Child vendors detained for breaching law
Twenty-four child vendors have been taken into Police custody between 2016-2018 for breaking the Education Act.
The Education Act was passed by the Government 10 years ago to prevent children from selling products during school hours.
During a visit by child vendors and Samoa Victim Support Group (SVSG) Juniors to Police headquarters, Inspector Tologata Misieliota Tamaleaoa from the community engagement unit highlighted aspects of the law.
“According to the law that was passed by our Government, children should be in school and if children are found selling items on the streets during school hours, they will be taken into police custody and warned,” he said.
"The Ministry of Police has been working with the Ministry of Education Sports and Culture (MESC) and the Ministry of Women Community and Social Development (MWCSD) to address the issue," added Tologata.
“And so far in our records, we have taken into custody 24 child vendors, but we are not aware of the numbers collected by MESC and MWCSD.”
The policeman used the opportunity to talk to the children and the youth present on the importance of education, and how it can enable them to become a professional in life.

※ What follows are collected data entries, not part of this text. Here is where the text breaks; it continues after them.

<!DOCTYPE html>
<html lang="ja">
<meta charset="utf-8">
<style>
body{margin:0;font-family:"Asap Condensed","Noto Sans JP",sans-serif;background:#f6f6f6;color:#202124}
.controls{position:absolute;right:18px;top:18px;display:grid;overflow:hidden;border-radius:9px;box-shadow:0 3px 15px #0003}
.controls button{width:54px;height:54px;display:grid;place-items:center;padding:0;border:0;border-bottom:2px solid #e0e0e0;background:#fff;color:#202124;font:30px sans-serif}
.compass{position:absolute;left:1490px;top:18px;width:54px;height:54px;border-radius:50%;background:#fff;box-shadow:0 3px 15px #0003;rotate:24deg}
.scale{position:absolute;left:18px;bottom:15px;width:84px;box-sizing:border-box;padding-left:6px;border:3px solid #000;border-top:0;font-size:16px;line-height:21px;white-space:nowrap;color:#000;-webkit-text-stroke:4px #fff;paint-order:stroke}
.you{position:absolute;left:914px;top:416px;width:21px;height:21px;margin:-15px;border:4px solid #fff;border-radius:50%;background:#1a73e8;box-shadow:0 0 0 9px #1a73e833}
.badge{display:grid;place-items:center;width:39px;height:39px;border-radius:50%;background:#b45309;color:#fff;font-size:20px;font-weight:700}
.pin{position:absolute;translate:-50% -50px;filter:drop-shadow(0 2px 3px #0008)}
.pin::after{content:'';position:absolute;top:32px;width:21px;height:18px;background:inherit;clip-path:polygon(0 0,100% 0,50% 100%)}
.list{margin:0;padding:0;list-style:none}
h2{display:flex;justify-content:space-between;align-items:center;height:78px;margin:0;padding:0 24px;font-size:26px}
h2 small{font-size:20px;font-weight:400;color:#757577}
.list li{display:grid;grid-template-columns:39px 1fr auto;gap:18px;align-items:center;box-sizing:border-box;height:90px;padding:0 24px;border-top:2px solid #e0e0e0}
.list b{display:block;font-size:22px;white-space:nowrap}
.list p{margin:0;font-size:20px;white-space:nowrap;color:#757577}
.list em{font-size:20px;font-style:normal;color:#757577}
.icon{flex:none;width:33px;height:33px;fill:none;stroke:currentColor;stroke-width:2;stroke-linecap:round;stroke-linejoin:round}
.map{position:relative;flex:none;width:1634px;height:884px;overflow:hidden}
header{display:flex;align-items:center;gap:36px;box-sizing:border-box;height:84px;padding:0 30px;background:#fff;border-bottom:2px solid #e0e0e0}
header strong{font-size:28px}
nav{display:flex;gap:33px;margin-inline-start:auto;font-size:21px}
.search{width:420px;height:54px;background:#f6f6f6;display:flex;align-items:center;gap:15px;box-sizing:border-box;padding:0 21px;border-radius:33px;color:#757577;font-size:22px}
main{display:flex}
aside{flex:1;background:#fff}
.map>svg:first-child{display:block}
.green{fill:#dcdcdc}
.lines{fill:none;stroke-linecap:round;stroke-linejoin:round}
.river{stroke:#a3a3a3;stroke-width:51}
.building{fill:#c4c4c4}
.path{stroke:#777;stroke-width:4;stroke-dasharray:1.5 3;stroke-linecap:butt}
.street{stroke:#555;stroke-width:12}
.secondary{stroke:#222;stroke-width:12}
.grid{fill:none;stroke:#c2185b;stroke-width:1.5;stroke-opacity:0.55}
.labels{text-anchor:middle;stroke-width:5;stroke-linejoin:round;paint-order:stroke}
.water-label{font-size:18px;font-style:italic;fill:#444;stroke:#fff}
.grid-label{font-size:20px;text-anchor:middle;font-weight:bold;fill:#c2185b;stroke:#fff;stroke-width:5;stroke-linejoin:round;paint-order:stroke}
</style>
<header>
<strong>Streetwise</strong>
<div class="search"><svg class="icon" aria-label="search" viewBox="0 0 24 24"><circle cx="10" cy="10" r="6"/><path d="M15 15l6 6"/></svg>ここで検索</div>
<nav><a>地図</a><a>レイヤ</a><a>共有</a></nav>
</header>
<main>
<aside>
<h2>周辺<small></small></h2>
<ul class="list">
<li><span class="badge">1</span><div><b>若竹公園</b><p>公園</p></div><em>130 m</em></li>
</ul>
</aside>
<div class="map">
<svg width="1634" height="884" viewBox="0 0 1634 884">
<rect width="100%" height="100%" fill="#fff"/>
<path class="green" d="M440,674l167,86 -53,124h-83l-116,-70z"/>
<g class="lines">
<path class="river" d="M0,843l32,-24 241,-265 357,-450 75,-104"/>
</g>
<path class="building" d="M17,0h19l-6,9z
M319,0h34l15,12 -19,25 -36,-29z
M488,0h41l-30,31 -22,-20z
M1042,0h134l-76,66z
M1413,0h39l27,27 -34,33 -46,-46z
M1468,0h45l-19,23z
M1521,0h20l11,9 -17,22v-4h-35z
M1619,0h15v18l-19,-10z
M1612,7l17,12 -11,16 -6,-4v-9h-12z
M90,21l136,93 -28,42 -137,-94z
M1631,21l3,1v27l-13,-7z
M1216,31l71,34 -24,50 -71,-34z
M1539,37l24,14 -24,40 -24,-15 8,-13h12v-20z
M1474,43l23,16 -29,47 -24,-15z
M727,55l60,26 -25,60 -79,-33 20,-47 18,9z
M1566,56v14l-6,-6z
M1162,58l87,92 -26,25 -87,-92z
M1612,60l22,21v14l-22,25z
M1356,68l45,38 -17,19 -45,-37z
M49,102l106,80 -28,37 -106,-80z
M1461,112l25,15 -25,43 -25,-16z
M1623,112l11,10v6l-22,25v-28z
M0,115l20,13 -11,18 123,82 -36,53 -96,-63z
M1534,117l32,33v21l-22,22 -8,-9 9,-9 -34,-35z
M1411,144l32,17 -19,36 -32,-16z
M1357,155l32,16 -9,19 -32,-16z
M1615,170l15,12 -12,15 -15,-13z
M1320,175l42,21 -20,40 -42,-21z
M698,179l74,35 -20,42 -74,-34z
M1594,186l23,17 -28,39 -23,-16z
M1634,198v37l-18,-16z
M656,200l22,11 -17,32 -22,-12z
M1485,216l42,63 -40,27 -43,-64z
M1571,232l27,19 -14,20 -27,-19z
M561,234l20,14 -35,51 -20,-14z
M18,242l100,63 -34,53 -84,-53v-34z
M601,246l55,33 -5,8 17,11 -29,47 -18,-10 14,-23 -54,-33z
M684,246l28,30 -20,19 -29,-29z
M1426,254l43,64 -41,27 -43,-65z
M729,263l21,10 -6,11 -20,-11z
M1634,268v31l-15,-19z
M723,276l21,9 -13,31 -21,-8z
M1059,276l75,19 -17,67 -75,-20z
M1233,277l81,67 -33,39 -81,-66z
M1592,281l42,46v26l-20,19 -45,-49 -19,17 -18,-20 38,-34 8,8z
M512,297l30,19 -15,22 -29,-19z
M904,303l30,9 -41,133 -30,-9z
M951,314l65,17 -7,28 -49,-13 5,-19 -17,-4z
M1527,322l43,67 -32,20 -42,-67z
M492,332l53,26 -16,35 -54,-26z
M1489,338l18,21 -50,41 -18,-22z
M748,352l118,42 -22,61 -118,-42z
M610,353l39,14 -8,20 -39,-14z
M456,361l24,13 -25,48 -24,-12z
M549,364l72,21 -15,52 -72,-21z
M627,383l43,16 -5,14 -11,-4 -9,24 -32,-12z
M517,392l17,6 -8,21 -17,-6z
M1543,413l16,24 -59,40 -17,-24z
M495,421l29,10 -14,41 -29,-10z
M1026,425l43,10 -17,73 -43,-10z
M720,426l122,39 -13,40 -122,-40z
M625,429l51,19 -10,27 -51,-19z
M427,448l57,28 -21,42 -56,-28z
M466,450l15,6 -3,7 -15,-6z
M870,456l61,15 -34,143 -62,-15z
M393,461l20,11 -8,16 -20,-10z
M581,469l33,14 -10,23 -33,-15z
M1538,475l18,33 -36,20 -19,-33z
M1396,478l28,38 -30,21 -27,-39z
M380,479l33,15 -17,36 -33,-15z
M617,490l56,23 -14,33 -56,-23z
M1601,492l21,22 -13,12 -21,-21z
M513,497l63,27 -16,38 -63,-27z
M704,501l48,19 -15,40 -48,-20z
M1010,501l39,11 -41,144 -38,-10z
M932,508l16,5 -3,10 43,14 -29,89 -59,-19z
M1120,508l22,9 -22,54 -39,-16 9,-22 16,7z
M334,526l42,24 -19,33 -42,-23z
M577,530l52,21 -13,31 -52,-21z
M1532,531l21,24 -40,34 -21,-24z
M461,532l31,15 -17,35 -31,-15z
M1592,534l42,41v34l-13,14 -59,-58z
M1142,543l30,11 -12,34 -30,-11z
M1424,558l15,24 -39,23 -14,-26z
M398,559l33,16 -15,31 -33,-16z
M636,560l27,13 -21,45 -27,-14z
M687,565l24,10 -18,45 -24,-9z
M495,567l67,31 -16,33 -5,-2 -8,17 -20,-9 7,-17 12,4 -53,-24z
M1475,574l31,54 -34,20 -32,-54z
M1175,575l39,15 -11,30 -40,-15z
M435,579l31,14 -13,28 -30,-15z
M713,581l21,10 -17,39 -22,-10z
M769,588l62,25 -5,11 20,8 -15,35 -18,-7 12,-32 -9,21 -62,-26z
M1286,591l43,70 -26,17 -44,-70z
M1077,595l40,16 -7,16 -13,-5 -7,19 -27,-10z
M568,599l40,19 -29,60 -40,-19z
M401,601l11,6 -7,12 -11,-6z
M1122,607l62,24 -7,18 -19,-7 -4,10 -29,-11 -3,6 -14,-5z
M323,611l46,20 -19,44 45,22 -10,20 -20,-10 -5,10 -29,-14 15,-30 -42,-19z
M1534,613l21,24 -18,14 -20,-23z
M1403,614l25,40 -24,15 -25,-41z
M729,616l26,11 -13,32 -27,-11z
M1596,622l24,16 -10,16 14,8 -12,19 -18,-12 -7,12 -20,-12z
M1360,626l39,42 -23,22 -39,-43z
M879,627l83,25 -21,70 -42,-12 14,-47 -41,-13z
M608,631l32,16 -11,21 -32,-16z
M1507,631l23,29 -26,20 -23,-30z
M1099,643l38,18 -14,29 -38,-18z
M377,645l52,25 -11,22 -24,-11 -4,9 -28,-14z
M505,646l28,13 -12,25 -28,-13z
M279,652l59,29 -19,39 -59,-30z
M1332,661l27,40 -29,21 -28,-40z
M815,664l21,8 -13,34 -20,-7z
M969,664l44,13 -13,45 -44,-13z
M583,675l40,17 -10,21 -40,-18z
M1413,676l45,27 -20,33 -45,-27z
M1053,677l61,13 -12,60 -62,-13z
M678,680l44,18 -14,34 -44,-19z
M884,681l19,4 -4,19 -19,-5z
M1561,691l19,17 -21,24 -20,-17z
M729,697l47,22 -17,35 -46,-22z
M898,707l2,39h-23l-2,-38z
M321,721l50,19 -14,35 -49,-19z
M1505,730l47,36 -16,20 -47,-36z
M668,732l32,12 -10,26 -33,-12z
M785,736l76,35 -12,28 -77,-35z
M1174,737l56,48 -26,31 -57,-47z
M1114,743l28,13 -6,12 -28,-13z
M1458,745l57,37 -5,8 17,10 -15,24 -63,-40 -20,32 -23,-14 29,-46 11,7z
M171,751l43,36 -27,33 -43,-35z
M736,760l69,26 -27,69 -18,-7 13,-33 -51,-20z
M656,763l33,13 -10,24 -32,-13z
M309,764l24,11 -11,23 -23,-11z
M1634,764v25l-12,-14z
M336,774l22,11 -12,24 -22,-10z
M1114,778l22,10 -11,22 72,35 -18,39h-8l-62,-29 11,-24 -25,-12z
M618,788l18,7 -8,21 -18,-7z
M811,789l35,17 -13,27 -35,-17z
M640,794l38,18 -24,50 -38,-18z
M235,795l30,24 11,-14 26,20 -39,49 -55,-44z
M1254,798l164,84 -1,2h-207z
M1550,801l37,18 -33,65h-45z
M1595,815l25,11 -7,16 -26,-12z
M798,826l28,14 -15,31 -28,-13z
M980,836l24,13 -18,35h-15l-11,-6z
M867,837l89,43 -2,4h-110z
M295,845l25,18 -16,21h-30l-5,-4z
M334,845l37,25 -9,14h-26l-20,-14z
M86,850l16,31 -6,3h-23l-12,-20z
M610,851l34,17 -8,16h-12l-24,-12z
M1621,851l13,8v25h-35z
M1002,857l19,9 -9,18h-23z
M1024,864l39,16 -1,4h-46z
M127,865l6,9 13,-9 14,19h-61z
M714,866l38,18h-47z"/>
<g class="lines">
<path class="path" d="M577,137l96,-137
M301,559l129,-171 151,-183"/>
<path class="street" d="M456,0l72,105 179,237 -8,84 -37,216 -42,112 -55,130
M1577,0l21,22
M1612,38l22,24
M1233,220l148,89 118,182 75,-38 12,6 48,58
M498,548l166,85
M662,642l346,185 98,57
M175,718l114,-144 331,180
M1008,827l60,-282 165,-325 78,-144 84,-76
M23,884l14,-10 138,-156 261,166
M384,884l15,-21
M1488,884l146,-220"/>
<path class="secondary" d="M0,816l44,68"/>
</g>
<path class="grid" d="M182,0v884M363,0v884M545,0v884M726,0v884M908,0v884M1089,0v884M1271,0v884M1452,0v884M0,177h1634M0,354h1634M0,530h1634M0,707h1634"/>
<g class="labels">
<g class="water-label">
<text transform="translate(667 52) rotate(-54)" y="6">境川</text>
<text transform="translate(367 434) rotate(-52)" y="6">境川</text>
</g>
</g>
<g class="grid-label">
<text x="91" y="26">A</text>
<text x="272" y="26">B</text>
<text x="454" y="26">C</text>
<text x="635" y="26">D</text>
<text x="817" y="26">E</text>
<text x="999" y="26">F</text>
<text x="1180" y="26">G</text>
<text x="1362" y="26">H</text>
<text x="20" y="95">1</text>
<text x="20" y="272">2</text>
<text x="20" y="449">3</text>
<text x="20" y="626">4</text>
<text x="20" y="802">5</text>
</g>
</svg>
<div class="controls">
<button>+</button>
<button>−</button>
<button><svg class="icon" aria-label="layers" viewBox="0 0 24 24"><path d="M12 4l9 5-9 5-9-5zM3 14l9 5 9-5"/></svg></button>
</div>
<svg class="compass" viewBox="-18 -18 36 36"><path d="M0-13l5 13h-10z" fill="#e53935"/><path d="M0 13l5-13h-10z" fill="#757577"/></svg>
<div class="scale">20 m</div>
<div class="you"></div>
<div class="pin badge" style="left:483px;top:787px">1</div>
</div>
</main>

“If you want to be successful in the future, do not forget that education can help you achieve that goal whether you want to be a police officer or a fire fighter,” he added.
There are stiff penalties for breaching the Education Act, according to Tologata.
“If you are caught, you will be taken into police custody and we will have to investigate on who owns the products you are selling and find your family.
“The penalty for breaking the law: if your parents own the items then they will pay $1,000 tala and if a company employs you then they will be fined with $5,000 tala,” he said.